Jim Sinegal | University of Portland

Jim Sinegal

Jim Sinegal, co-founder (with Seattle retailer Jeff Brotman) and chief executive officer of Costco, the warehouse retail company based in Issaquah, Washington, was born to a Catholic family in 1936 in Pittsburgh, Pennsylvania. After studying at San Diego Junior College and San Diego State University he entered the world of sales, which would never be the same. At eighteen years old he was a bagger for FedMart, the discount department stores started by Sol Price in San Diego (originally in an airport hangar). Within a few years he was married (to Janet, with whom he has three children) and later became executive vice president of merchandising and operations for that company; he then worked as executive vice president for Builders Emporium, for the Price Company, and for Sinegal/Cham ber lain before he and Brotman founded Costco in 1983.

The original strategy for Costco, as Sinegal has told many a reporter over the years, was to offer lower prices and better value to members by stripping away every orthodox aspect of sales that Sinegal and Brotman considered unnecessary, like fancy store fixtures, troops of salespeople, delivery systems, well-appointed executive offices, advertising, even backup inventory. In a sense the revolutionary aspect of Costco was to make retail the simplest and least complicated transaction imaginable, and to insist that lowest price was indeed lowest price; Sinegal, for example, mandated a 14% ceiling on store markup of national brands, a policy that never wavered, even when Costco could easily have sold inventory for far more.

Jim also became internationally renowned for simply being an honest and hardworking man; he walks the floors of his stores (sometimes 12 stores a day), he pays high wages to his employees so they can support their families, he cares more for Costco members than he does for shareholders (he famously dismisses Wall Street analysts who wish he would do the reverse), he answers his own phone (tersely: “Sinegal!”), and he says the philosophy of the company is essentially to be on a first-name basis with everyone. His own name tag reads simply JIM, he reads thousands of customer comments a week, and more than once he has been mistaken for a stock clerk, perhaps because he does stock shelves when the mood is upon him.
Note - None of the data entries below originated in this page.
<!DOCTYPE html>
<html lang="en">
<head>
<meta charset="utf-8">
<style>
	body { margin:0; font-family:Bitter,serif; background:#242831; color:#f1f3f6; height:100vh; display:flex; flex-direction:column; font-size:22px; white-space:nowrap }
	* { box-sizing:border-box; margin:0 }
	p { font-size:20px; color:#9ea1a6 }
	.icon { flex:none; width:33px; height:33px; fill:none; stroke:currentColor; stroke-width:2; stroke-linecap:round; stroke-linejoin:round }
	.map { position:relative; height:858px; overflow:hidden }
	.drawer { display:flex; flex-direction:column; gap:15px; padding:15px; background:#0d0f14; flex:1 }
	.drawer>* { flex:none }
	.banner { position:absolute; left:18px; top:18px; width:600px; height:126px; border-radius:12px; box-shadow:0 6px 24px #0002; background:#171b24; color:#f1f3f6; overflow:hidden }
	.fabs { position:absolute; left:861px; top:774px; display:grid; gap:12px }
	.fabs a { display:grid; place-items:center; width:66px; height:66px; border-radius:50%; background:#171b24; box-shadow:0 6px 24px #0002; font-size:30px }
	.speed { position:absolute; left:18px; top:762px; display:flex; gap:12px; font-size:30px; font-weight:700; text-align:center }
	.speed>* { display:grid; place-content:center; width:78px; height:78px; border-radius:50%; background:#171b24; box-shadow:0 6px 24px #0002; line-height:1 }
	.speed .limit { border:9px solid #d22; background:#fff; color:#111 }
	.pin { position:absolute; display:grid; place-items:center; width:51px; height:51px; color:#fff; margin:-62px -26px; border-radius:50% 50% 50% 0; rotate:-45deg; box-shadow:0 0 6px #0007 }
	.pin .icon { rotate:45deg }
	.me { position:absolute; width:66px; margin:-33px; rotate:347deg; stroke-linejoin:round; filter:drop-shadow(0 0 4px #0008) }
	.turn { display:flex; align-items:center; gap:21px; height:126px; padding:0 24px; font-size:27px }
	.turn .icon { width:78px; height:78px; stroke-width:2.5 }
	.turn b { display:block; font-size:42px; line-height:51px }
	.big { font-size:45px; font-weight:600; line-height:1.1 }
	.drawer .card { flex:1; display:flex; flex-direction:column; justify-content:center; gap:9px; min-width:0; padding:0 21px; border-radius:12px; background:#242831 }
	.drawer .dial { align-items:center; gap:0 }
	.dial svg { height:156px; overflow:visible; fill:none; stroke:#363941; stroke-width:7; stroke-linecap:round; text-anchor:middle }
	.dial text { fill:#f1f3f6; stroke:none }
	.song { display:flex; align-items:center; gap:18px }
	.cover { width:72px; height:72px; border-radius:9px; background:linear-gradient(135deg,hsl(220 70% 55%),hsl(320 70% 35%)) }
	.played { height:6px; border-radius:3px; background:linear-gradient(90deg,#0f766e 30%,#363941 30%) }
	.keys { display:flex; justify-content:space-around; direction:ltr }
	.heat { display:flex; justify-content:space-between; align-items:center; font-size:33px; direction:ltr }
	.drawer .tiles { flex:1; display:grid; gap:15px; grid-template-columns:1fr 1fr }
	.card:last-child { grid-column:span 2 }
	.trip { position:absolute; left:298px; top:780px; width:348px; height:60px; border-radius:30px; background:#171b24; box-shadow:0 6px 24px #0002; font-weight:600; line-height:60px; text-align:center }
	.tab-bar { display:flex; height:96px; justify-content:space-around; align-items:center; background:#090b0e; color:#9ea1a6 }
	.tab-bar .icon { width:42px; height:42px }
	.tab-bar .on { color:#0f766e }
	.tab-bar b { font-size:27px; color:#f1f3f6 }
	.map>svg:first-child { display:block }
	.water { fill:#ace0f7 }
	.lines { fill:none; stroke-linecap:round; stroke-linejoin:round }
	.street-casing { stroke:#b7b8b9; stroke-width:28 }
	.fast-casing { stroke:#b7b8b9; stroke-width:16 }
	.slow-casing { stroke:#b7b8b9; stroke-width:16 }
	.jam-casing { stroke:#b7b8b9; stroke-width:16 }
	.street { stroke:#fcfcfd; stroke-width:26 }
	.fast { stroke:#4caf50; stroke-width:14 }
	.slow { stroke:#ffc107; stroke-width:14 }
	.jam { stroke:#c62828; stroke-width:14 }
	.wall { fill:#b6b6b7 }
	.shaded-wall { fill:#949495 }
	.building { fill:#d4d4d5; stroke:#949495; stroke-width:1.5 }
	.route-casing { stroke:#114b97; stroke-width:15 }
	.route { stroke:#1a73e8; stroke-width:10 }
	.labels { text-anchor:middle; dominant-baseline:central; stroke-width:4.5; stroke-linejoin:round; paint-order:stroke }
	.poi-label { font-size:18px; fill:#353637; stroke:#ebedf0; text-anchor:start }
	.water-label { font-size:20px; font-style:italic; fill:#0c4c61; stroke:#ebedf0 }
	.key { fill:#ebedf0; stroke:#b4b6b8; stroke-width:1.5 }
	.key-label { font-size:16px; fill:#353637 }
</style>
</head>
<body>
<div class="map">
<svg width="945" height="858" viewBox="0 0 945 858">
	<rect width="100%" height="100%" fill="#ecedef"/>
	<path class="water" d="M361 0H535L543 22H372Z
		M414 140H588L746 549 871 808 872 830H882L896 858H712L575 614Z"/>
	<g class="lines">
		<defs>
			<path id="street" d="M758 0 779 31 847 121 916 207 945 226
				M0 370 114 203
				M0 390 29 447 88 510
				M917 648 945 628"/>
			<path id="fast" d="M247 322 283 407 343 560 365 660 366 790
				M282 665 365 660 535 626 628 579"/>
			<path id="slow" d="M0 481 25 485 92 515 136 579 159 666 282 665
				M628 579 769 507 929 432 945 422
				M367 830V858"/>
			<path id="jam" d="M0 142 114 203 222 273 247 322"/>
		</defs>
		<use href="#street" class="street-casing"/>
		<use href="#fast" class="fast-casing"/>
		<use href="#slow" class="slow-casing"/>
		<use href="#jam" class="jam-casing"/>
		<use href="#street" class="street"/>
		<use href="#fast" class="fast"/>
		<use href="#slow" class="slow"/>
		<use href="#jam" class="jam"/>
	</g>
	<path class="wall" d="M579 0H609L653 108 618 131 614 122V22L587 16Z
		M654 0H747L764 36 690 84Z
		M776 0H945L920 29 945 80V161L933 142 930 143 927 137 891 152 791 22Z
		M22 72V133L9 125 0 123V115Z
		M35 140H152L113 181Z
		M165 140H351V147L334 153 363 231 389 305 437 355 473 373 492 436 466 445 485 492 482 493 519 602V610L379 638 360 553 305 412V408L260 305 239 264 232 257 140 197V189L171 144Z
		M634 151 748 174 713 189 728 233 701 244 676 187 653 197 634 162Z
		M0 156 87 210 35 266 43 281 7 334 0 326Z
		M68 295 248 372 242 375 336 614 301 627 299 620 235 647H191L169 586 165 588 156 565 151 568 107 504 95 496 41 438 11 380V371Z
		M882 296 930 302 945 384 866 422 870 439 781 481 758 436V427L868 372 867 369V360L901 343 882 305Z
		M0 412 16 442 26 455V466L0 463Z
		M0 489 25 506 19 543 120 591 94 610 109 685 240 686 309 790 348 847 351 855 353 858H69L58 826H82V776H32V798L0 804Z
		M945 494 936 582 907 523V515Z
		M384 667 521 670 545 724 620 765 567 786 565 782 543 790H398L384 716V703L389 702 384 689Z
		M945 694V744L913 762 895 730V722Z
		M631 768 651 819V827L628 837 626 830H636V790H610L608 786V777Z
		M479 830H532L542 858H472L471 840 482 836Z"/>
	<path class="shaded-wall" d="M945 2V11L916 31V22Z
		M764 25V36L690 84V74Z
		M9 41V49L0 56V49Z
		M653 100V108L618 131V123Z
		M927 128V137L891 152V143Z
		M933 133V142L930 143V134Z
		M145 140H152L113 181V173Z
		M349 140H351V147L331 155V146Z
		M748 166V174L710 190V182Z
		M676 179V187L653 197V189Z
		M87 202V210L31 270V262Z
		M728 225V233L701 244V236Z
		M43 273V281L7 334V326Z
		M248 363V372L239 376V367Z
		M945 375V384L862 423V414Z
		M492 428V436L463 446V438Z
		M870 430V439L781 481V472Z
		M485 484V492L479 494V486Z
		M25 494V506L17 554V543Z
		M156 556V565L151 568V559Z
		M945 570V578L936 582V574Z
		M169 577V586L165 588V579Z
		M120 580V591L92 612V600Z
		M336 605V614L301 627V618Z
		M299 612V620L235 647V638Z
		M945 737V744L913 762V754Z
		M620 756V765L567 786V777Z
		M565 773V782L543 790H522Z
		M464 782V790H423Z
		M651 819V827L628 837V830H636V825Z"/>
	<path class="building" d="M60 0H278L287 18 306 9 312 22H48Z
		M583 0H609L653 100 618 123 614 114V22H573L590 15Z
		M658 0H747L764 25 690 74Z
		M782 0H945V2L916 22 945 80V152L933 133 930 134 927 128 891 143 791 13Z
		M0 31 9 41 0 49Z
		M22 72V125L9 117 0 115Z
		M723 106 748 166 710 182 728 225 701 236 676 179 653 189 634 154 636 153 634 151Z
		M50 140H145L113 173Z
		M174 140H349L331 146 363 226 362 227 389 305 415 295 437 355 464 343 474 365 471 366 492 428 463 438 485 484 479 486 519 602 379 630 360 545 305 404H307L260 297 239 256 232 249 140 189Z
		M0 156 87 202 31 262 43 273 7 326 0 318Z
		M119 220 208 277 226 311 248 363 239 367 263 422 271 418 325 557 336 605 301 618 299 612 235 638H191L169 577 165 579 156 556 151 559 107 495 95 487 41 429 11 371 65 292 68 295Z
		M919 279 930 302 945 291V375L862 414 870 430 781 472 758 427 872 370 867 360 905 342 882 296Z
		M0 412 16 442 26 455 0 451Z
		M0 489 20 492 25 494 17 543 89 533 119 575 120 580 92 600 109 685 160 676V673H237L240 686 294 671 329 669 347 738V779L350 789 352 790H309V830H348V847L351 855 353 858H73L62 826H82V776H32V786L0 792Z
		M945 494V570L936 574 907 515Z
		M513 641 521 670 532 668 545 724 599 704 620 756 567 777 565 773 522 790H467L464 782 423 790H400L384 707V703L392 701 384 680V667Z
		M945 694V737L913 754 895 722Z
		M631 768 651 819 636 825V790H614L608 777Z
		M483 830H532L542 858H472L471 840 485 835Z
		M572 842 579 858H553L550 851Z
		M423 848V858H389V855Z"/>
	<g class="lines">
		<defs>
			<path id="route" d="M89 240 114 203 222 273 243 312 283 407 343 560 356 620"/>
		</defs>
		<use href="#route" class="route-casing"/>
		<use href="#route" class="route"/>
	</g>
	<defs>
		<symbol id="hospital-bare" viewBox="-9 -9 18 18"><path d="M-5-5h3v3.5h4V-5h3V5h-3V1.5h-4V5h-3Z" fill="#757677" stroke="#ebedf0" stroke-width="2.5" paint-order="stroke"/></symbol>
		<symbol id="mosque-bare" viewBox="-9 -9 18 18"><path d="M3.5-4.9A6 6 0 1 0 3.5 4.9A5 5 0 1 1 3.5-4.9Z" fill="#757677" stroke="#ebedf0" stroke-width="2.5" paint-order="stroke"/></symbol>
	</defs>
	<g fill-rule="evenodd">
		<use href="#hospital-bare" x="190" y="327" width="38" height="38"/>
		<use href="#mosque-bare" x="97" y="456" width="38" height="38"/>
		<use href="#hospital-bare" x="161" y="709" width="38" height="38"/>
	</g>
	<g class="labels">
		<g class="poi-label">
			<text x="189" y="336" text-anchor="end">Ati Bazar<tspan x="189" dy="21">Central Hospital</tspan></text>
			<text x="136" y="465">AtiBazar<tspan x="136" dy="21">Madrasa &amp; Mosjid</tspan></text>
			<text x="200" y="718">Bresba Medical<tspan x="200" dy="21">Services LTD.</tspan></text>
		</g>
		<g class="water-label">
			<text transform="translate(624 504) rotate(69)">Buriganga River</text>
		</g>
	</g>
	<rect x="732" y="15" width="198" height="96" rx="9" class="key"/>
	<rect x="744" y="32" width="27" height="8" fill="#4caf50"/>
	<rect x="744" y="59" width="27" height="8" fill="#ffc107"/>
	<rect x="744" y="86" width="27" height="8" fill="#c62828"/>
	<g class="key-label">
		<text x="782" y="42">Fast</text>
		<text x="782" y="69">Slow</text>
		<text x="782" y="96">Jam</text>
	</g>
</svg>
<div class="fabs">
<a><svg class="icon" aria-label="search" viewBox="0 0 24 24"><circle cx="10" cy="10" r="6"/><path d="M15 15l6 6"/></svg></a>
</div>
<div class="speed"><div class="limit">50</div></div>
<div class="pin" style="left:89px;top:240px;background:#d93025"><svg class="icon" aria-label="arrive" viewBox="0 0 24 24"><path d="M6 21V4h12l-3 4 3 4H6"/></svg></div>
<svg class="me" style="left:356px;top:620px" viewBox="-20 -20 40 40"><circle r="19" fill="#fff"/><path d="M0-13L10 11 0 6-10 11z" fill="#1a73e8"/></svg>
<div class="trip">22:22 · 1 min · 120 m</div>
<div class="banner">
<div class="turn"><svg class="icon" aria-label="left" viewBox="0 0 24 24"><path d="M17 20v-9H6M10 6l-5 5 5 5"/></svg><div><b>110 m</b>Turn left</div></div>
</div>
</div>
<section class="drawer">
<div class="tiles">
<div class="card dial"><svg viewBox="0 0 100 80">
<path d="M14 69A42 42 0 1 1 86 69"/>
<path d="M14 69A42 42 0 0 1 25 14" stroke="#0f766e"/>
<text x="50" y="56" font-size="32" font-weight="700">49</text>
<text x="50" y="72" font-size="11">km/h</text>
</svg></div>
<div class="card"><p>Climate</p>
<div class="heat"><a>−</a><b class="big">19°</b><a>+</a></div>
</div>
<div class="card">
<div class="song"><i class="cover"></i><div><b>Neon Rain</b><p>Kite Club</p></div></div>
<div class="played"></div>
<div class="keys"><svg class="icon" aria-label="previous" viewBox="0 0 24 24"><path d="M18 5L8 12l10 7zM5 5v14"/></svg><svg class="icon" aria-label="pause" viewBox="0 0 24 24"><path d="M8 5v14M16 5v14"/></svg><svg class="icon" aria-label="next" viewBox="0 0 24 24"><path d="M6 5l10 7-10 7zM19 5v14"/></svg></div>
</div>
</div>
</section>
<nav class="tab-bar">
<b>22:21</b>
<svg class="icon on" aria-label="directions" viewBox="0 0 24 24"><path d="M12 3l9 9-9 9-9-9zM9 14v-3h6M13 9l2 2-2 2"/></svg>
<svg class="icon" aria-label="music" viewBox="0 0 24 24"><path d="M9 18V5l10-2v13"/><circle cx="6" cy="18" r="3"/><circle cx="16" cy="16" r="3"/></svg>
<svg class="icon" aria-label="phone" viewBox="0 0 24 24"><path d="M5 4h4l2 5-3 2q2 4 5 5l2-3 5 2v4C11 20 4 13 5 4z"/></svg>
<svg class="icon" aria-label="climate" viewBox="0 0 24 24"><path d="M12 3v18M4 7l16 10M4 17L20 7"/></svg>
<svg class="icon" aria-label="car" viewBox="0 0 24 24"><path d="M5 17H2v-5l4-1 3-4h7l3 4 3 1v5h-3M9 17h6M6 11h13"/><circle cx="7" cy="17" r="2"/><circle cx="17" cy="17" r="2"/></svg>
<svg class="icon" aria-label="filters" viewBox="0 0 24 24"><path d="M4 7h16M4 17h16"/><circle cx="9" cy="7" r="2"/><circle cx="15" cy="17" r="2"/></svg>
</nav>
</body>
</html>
The results of such values and blunt honesty? Costco is the nation’s fourth-largest retailer, with sales of more than $70 billion from some 500 stores in 40 states and 9 countries —but it has the lowest employee turnover rate in all of American retailing, partly because Jim insists on a thorough health plan for employees, and it had zero layoffs through the recession. “We have some 150,000 members, which means we have 150,000 ambassadors out there saying good things about Costco,” says Sinegal, blunt and amused, as usual. “What do I care about Wall Street? We’re in the business of building an organization that we hope will be here fifty years from now. Paying good wages to keep good people working for you is good business. We owe that to communities where we do business.”

Sinegal is amused by his legendary status in the business world, and defuses it with a salty honesty and a cheerful attention to detail—he loves to note that Costco sells some 50 million rotisserie chickens a year, for example. But he is adamant that a moral compass and an attentiveness to humane and ethical behavior are paramount in his company and conduct; which is one reason Univer sity president Father Bill Beauchamp, C.S.C., has asked Jim to deliver the Commencement Address to the University’s Class of 2010.